The direct-current (DC) distributed power generation system is increasingly popular due to its characteristics of high-efficiency and easy-to-control. DC power distribution and AC/DC hybrid power distribution is a trend of development in the future. The DC transformer is a key device for DC power distribution. The isolation type bidirectional full-bridge DC/DC converter is a typical scheme of a DC transformer, duo to its benefits of a symmetric structure, a bidirectional power transmission capability, and the soft switching is easy to realize and the like. The isolation type bidirectional full-bridge DC/DC converter is an important device for achieving the voltage level conversion and the galvanic isolation in a DC power distribution system.
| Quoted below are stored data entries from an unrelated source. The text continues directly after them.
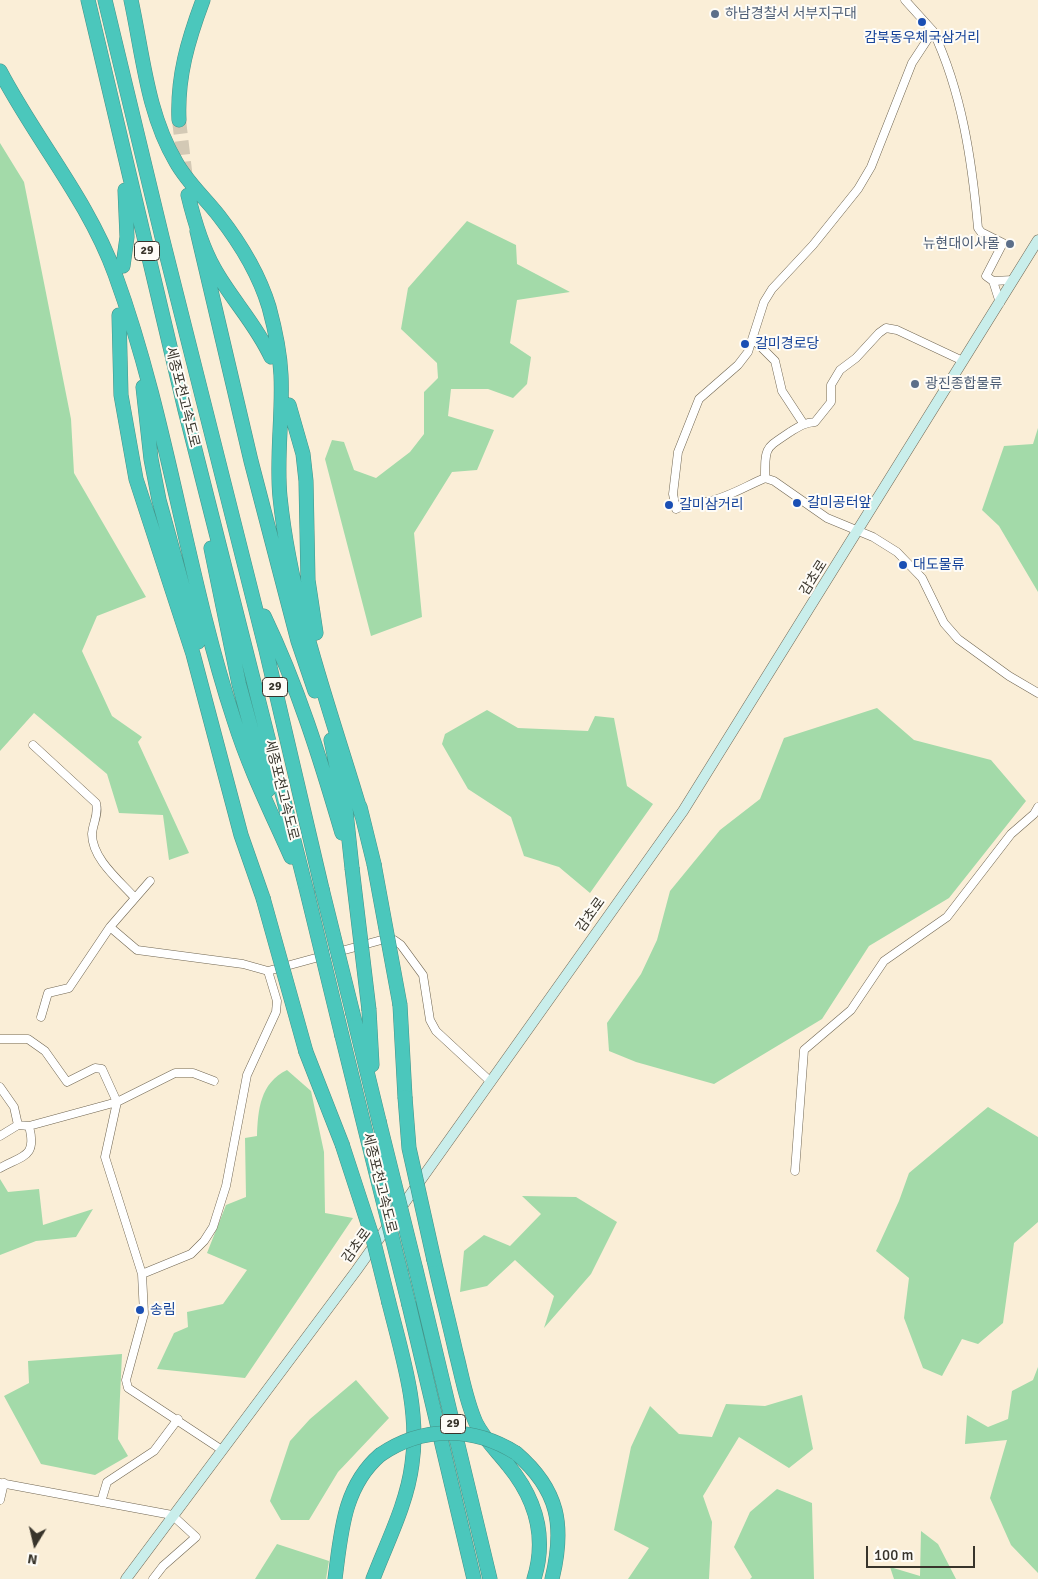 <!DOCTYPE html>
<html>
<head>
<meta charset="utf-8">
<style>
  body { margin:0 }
  #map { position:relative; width:1038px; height:1579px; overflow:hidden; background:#faeed7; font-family:Signika,sans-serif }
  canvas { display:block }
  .north { position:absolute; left:10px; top:1519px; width:50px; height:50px; -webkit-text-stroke:4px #fefcf7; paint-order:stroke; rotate:189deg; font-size:14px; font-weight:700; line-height:20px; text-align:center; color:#38342b }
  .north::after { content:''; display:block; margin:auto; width:18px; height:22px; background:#38342b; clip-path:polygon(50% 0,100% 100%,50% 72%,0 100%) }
  .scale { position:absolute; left:866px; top:1546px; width:109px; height:22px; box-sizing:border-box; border:2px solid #38342b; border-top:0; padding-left:6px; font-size:15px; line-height:18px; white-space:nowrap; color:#38342b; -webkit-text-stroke:4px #fefcf7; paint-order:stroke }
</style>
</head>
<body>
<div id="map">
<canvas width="1038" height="1579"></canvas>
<div class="north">N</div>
<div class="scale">100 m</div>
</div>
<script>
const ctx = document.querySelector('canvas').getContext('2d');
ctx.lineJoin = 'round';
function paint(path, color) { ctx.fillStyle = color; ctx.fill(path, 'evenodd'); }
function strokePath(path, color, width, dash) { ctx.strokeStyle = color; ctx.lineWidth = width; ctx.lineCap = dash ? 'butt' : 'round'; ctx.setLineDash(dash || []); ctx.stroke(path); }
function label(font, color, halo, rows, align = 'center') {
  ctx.font = font + ' Signika,"Noto Sans KR",sans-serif'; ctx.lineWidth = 4; ctx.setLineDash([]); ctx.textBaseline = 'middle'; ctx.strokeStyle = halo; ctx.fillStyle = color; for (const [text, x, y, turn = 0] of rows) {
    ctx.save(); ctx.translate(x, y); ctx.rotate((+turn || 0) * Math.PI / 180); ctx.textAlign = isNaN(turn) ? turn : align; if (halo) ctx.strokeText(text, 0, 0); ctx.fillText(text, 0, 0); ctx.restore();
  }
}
const green = new Path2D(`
  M0 143 24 182 71 419 74 473 146 597 97 616 82 651 112 716 142 737 138 742 189 853 169 860 163 815 119 813 107 774 34 713 0 751Z
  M467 221 516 245 517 264 570 292 517 300 510 343 531 357 527 384 513 398 488 389H451L448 416 494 430 477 470 452 472 414 533 422 617 371 636 325 459 332 440 344 442 354 470 376 478 410 452 424 434V392L438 378 437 363 401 329 408 288Z
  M1038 428V592L999 526 982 510 1004 446 1033 444Z
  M877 708 914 740 991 760 1026 801 949 898 869 946 822 1019 714 1084 636 1062 609 1051 607 1023 641 974 657 940 670 891 720 830 760 799 784 738Z
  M487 710 518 728 588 731 595 716 614 718 627 786 653 804 590 893 559 867 524 856 511 817 468 789 442 744 445 734Z
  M287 1070 311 1091 324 1152 325 1213 353 1218 245 1378 157 1369 174 1333 188 1327 187 1312 223 1304 247 1270 207 1253 226 1205 246 1197 245 1138 257 1136C258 1110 260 1083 287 1070Z
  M988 1107 1038 1137V1222L1014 1243 1003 1323 978 1344 962 1339 942 1376 923 1368 904 1318 909 1278 876 1251 899 1201 909 1173Z
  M0 1179 8 1192 39 1189 43 1225 93 1209 76 1237 36 1241 0 1255Z
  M522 1196 576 1197 617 1222 591 1274 544 1328 554 1296 515 1260 487 1286 460 1292 464 1251 484 1235 510 1246 541 1214Z
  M122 1354 118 1439 128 1456 95 1475 41 1464 4 1396 29 1383 28 1361Z
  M1038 1367V1573L1011 1545 990 1498 1007 1440 965 1444 967 1415 988 1427 1008 1419 1012 1391 1033 1380Z
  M356 1380 389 1418 338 1472 309 1520H281L270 1501 290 1441 310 1419Z
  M802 1395 813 1449 789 1468 739 1437 703 1496 712 1522 709 1579H628L649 1548 614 1530 631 1447 650 1406 679 1434 712 1437 726 1404 765 1406Z
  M777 1489 812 1503 814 1579H750L752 1577 734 1547 750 1512Z
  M921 1531 938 1544 956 1579H894L890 1567 920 1576Z
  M277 1544 329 1561 326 1579H255Z`);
const motorwayTunnel = new Path2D(`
  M179 120 186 179`);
const minor = new Path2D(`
  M905 0 933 31 912 63 871 167 858 189 813 245 772 289 764 302 748 352 738 365 699 399 678 452 673 494 676 509C686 503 696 505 706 502 727 498 746 486 765 478L774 481 827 518 873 537 897 552 922 578 944 623 958 639 1009 676 1038 693
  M933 31C962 92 972 161 978 228L981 232 1003 243 986 276 993 281
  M1000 303 993 281 1013 280
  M753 339 775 361 782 391 803 423
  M765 478C765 446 765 449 790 432 800 426 804 423 815 422L831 402V385L840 370 856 358 879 333 886 328 897 330 963 361
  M33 745 96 803C99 815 93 822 92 834 92 859 120 881 135 898
  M110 927 150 881
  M41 1017 48 993 69 988 110 927 137 950 243 964 268 971
  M0 1039H28L45 1051 67 1082 95 1068 102 1069 117 1102 105 1157 142 1274
  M0 1087 14 1107 18 1125 29 1126 117 1102 175 1073H193L214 1081
  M0 1136 18 1125
  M0 1168C24 1155 37 1157 29 1126
  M795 1171 804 1050 851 1010 884 961 947 917 1011 834 1034 814 1038 807
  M222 1450 128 1388 126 1380 144 1314 142 1274 191 1254 204 1241 213 1227 226 1186 247 1075 276 1012 277 1001 268 971 385 939 394 940 401 945 423 975 430 1020 436 1031 491 1082
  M0 1483 172 1515 196 1537 163 1566 153 1579
  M0 1500 4 1483
  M101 1502 107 1482 154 1451 178 1419`);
const secondary = new Path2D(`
  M126 1579 356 1271 683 811 1038 240`);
const motorway = new Path2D(`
  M88 0 185 410 307 892
  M105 0 162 237 266 650 322 889
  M131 0C143 55 147 113 176 162 187 182 205 198 219 216 240 243 259 274 269 307 275 329 280 353 281 375 283 416 276 457 280 497 291 606 331 711 362 816
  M0 71C36 140 88 200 115 274 168 419 186 574 234 720 249 768 271 812 291 857
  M179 120C177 77 188 40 203 0
  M188 195C194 220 201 245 214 268 231 299 256 324 271 357
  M197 231 251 461 298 641 315 691
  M123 266 127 237 125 190
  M119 315 121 395 136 479 193 654 241 835 263 898
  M143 387 151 459 159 500 198 642
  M289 405 303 454 306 481 308 580 316 633
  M211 548 239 684 268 790
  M264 616C298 687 320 758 342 833
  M331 740 346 812 352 868
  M360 807 374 864
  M400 1005 405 1097
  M369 1010 372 1065
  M353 1014 379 1121
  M342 1036 368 1141
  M306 1052 342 1144
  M434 1260C441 1291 449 1322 456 1353 462 1376 466 1401 476 1423 484 1439 497 1451 508 1465 536 1499 547 1537 534 1579
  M416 1270 490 1579
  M409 1305 474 1579
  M516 1453C559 1490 565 1526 552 1579
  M335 1579C341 1534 343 1487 380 1455
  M373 1579C387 1542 407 1504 412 1464 420 1410 402 1355 389 1303`);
const motorwayBridge = new Path2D(`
  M374 864 400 1005
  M352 868 369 1010
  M322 889 353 1014
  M307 892 342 1036
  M263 898 306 1052
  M405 1097 409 1148 434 1260
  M379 1121 416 1270
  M368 1141 409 1305
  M342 1144 373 1239 389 1303
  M380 1455C422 1426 473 1426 516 1453`);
const markers = [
  [715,14,5,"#5c6f8a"],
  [922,22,5,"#1a4fb4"],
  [1010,244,5,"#5c6f8a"],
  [745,344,5,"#1a4fb4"],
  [915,384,5,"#5c6f8a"],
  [797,503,5,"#1a4fb4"],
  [669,505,5,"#1a4fb4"],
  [903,565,5,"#1a4fb4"],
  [140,1310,5,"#1a4fb4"]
];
const shields = [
  [147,251,25],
  [275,687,25],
  [453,1424,25]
];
const shieldNames = [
  ["29",147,251],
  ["29",275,687],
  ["29",453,1424]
];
const serviceNames = [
  ["하남경찰서 서부지구대",725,14],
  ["뉴현대이사몰",1000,244,"right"],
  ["광진종합물류",925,384]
];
const transitNames = [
  ["감북동우체국삼거리",922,38,"center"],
  ["갈미경로당",755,344],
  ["갈미공터앞",807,503],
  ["갈미삼거리",679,505],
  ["대도물류",913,565],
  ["송림",150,1310]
];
const streetNames = [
  ["세종포천고속도로",182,397,76],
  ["감초로",814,578,-58],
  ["세종포천고속도로",281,790,76],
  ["감초로",591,915,-54],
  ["세종포천고속도로",379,1183,76],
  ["감초로",357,1246,-54]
];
paint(green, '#a3daa9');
strokePath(motorwayTunnel, '#d3c9b5', 14, [14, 7]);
strokePath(minor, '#706652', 9);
strokePath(secondary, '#706652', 11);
strokePath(motorway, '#449489', 15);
strokePath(minor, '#fff', 8);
strokePath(secondary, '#c9eeeb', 10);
strokePath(motorway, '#4bc7bc', 14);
strokePath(motorwayBridge, '#449489', 15, []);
strokePath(motorwayBridge, '#4bc7bc', 14);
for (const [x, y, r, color] of markers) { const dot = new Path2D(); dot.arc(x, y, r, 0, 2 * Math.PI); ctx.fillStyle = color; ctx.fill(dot); strokePath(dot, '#fefcf7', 2); }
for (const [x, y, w] of shields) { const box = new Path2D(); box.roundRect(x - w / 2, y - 9.5, w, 19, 4); ctx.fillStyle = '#fefcf7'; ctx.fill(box); strokePath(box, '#38342b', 1); }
label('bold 12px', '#38342b', null, shieldNames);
label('14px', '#4e5e75', '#fefcf7', serviceNames, 'left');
label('14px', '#164399', '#fefcf7', transitNames, 'left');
label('14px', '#38342b', '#fefcf7', streetNames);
</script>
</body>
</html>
When the isolation type bidirectional full-bridge DC/DC converter is applied to a DC power distribution system and used as a DC transformer, it can easily access the DC distributed generations. However, due to the intermittent and random characteristics of the distributed generations and the fluctuation of loads, the system may alter between the following two working conditions. One condition is that the high-voltage-side sub-network provides voltage support to the low-voltage-side sub-network, the other condition is that the low-voltage-side sub-network provides voltage support to the high-voltage-side sub-network. At the circumstance, a corresponding port voltage control strategy needs to be designed for the isolation type bidirectional full-bridge DC/DC converter. The traditional port voltage control method commonly controls the voltage at the high-voltage side or the low-voltage side to be constant. However, by this method, to achieve mutual voltage support between the two sub-networks of high and low voltage, one should design two voltage controllers of high and low voltage, and switch between the two controllers according to the system states. However, monitoring the system states can increase the system complexity, the cost is also increased, and the system stability may degrade due to the controller switching.
The disclosure aims at the situation that mutual voltage support may be carried out between the high and low voltage sides, and designs a constant-voltage-gain isolation type bidirectional full-bridge DC/DC converter. With a unified control mode, it establishes a seamless connection between the high and low DC networks, and can play an important role in the development of DC power distribution.